Onuncu Yıl Marşı, Cumhuriyet’in en sevdiğim müziklerinden biridir.
Çok kolay söylenen bir marştır ve söylendiği dönemin heyecanını çok güzel yansıtır.
Tabii ki bir tabu değildir...
Ama yakılacak, yasaklanacak bir marş hiç değildir...
Böyle lüzumsuz işler yapan yöneticileri her gördüğümde nedense aklıma Selçuk Yöntem ve “Kim milyoner olmak ister” programı geliyor.
Çıkaracaksın böyle kafaları o programa....
Bütün millet görecek bakalım ilk turu geçiyor mu...

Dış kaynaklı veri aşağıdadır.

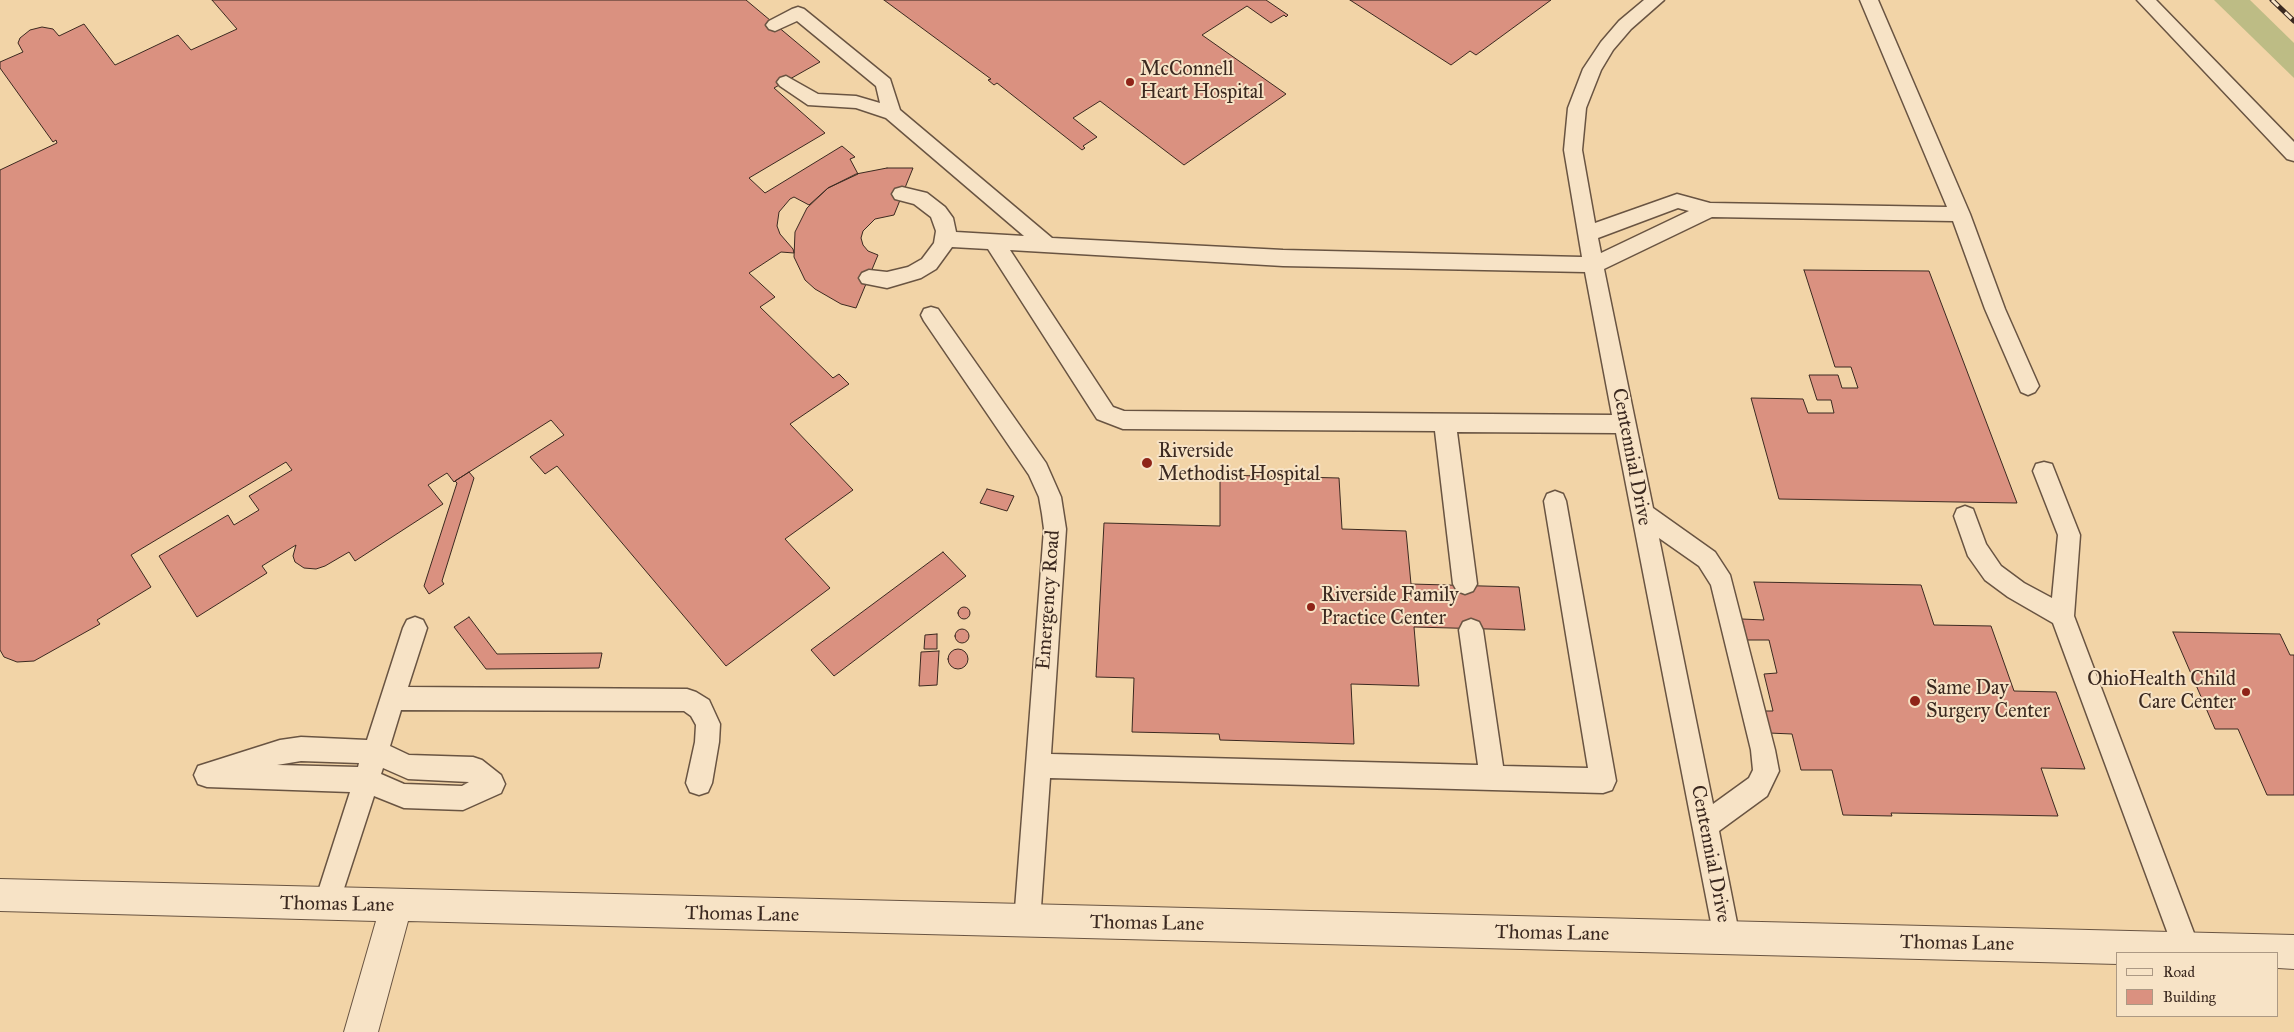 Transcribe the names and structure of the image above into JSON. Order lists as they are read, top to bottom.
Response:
{
  "streets": {
    "street": ["Thomas Lane"],
    "lane": ["Centennial Drive", "Emergency Road"]
  },
  "crossings": [
    ["Centennial Drive", "Thomas Lane"],
    ["Emergency Road", "Thomas Lane"]
  ],
  "places": [
    "McConnell Heart Hospital",
    "Riverside Methodist Hospital",
    "Riverside Family Practice Center",
    "OhioHealth Child Care Center",
    "Same Day Surgery Center"
  ],
  "legend": ["Road", "Building"]
} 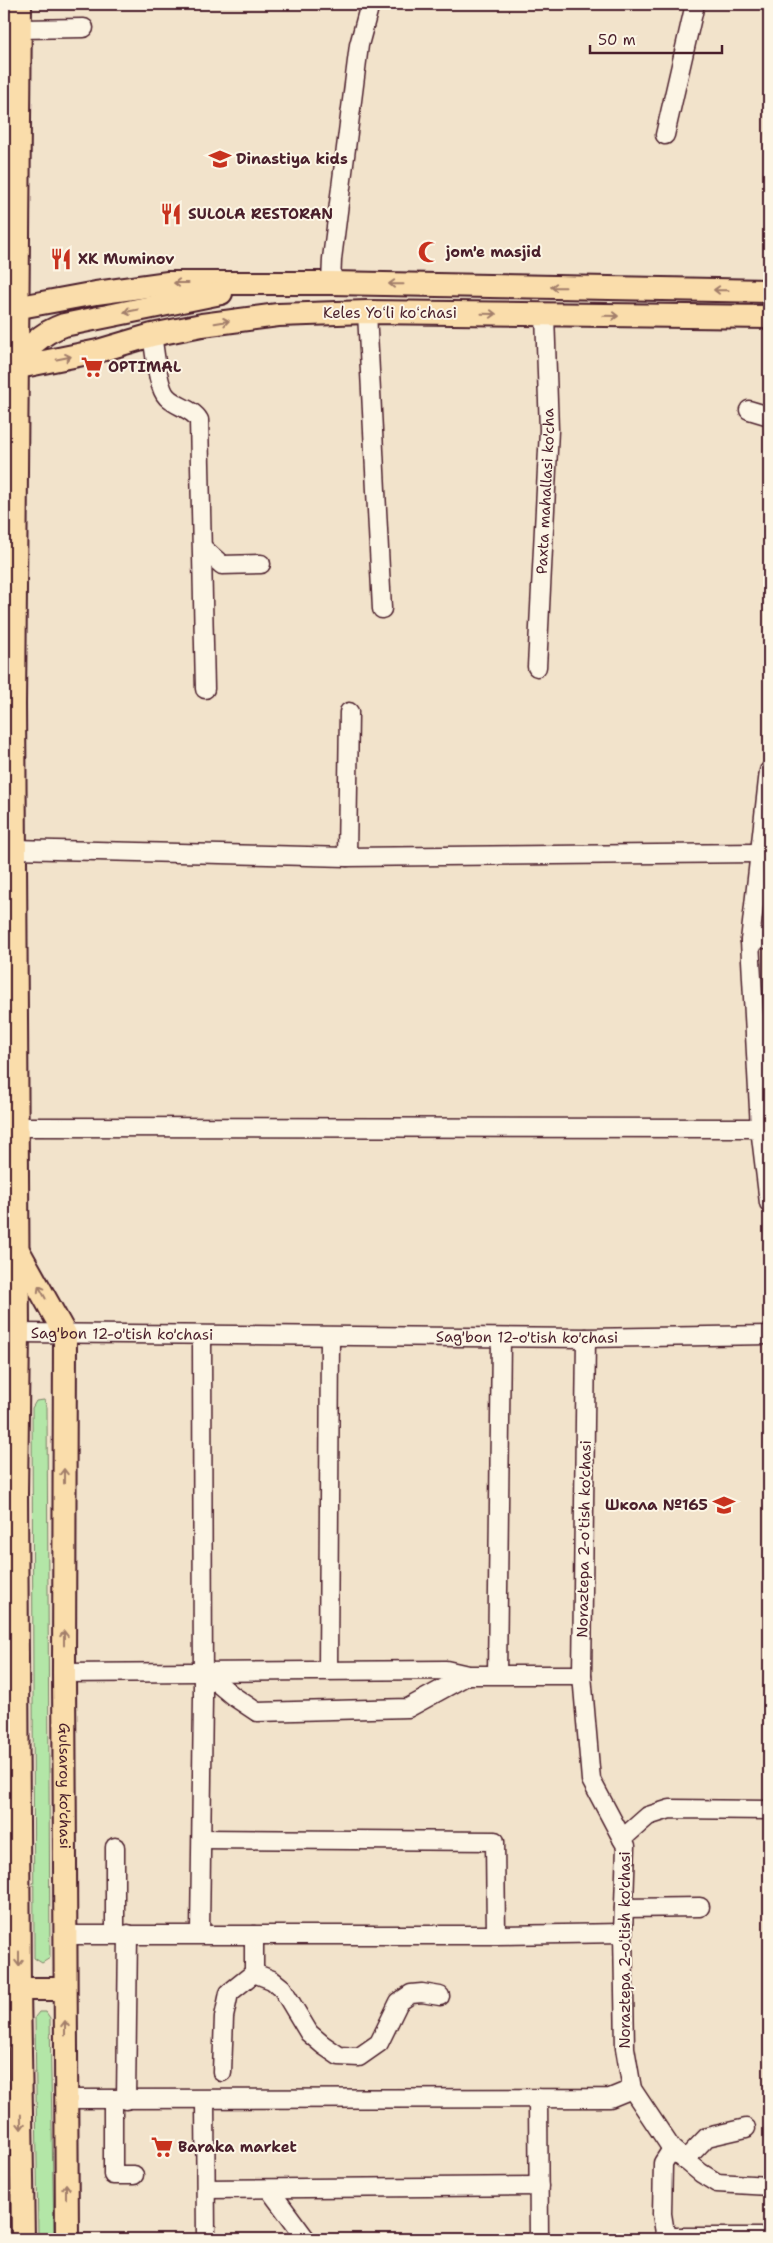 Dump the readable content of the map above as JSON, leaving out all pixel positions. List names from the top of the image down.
{
  "streets": {
    "main road": ["Keles Yoʻli koʻchasi", "Sag'bon 12-o'tish ko'chasi", "Gulsaroy ko'chasi"],
    "street": ["Paxta mahallasi ko'cha", "Noraztepa 2-oʻtish ko'chasi"]
  },
  "crossings": [
    ["Keles Yoʻli koʻchasi", "Paxta mahallasi ko'cha"],
    ["Keles Yoʻli koʻchasi", "Sag'bon 12-o'tish ko'chasi"],
    ["Sag'bon 12-o'tish ko'chasi", "Noraztepa 2-oʻtish ko'chasi"],
    ["Sag'bon 12-o'tish ko'chasi", "Gulsaroy ko'chasi"]
  ],
  "places": {
    "school or university": ["Dinastiya kids", "Школа №165"],
    "restaurant": ["SULOLA RESTORAN", "XK Muminov"],
    "mosque": ["jom'e masjid"],
    "supermarket": ["OPTIMAL", "Baraka market"]
  },
  "scale_bar": "50 m"
} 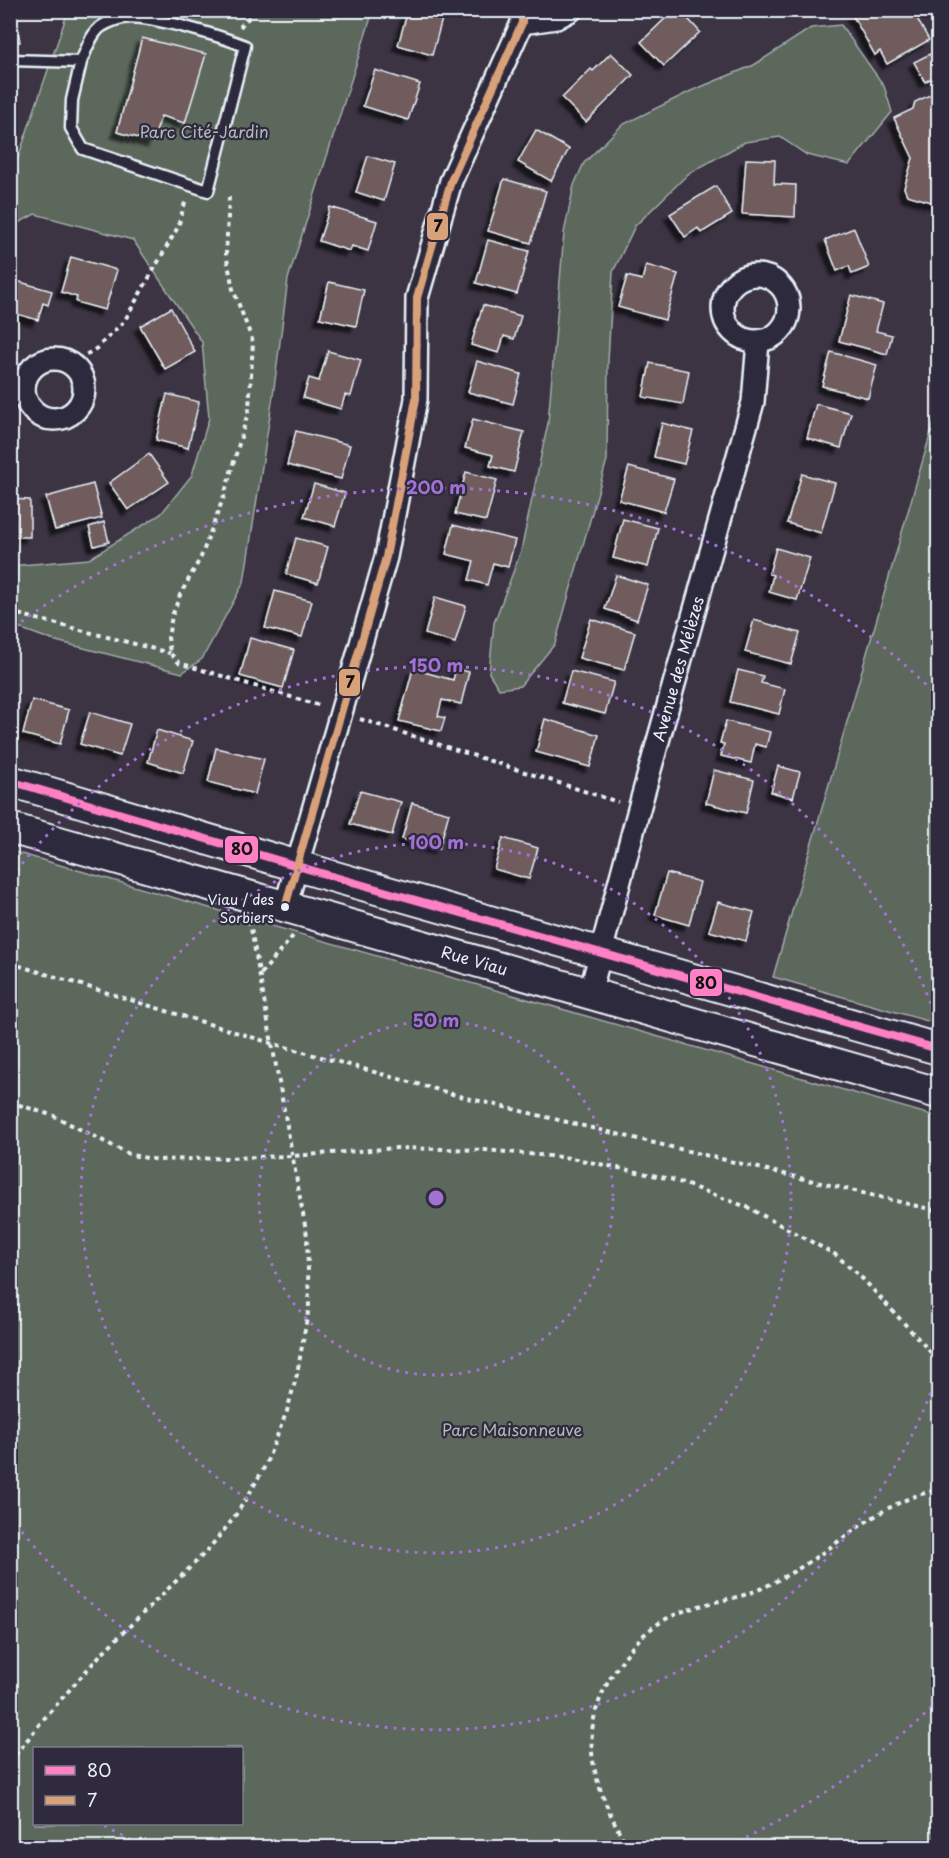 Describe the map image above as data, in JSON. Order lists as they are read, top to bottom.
{
  "streets": {
    "main road": ["Rue Viau"],
    "street": ["Avenue des Mélèzes"]
  },
  "crossings": [
    ["Avenue des Mélèzes", "Rue Viau"]
  ],
  "parks": ["Parc Cité-Jardin", "Parc Maisonneuve"],
  "places": ["Viau / des Sorbiers"],
  "lines": ["transit line 7", "transit line 80"],
  "legend": ["80", "7"],
  "rings": [
    "200 m",
    "150 m",
    "100 m",
    "50 m"
  ]
} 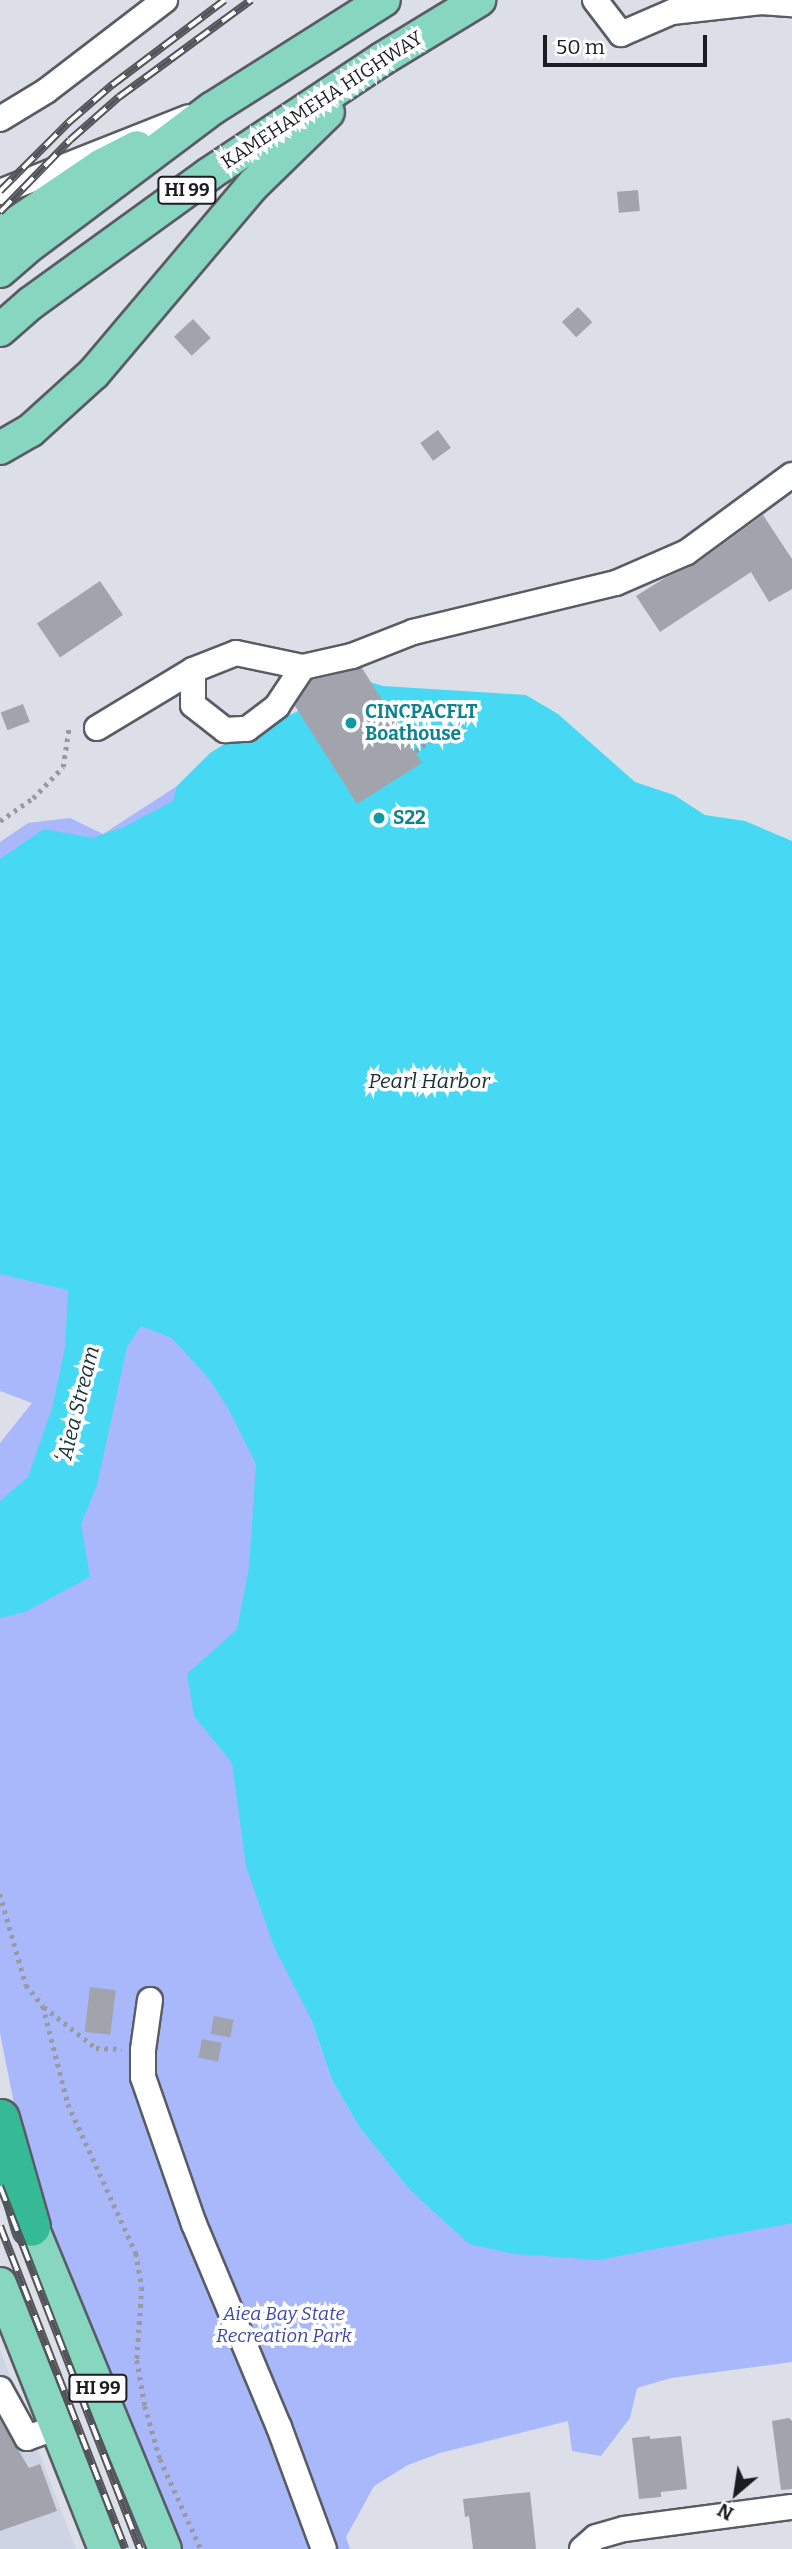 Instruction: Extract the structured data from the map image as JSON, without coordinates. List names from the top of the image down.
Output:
{
  "streets": {
    "main road": ["KAMEHAMEHA HIGHWAY", "HI 99"]
  },
  "water": ["Pearl Harbor", "ʻAiea Stream"],
  "parks": ["Aiea Bay State Recreation Park"],
  "places": ["CINCPACFLT Boathouse", "S22"],
  "scale_bar": "50 m",
  "north": "bottom left"
}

Kaçı ikinci tura geçiyor, kaçı üçüncüye...
İyi bir test olur...
ERDOĞAN, TRANSSEKSÜEL DİVAYLA NEDEN İFTAR AÇTI
GUARDIAN gazetesi, dünkü sayısında Cumhurbaşkanı Erdoğan’ın Bülent Ersoy’la iftarda çekilmiş fotoğrafını büyükçe kullanıp şu başlığı atmış:
“Polisin LGBT’yi yasakladığı gece Erdoğan transseksüel sanatçı ile akşam yemeği yedi.(iftar açtı...)”
Ülkenizin aşırı sağ bir teşkilatı (Alperenler) LGBT yürüyüşünü yaptırmam demiş.
Valilik yasaklamış.
Polis toplanmak isteyen üç-beş kişiye biber gazı sıkmış. Ama ülkenin Cumhurbaşkanı o akşam, hem de bir ramazan akşamı, ülkenin en tanınmış transseksüel sanatçısı ile iftar açıyor.
Nasıl yorumlayacaksınız:
Cumhurbaşkanı bu hareketi ile LGBT’ye destek mi veriyor?
Tabii ki hayır...
Yabancıların bilmediği şey, Türkiye’nin Zeki Müren’i on yıllar boyunca bu ülkenin en sevilen sanatçısı olarak bağrına bastığı gerçeğiydi...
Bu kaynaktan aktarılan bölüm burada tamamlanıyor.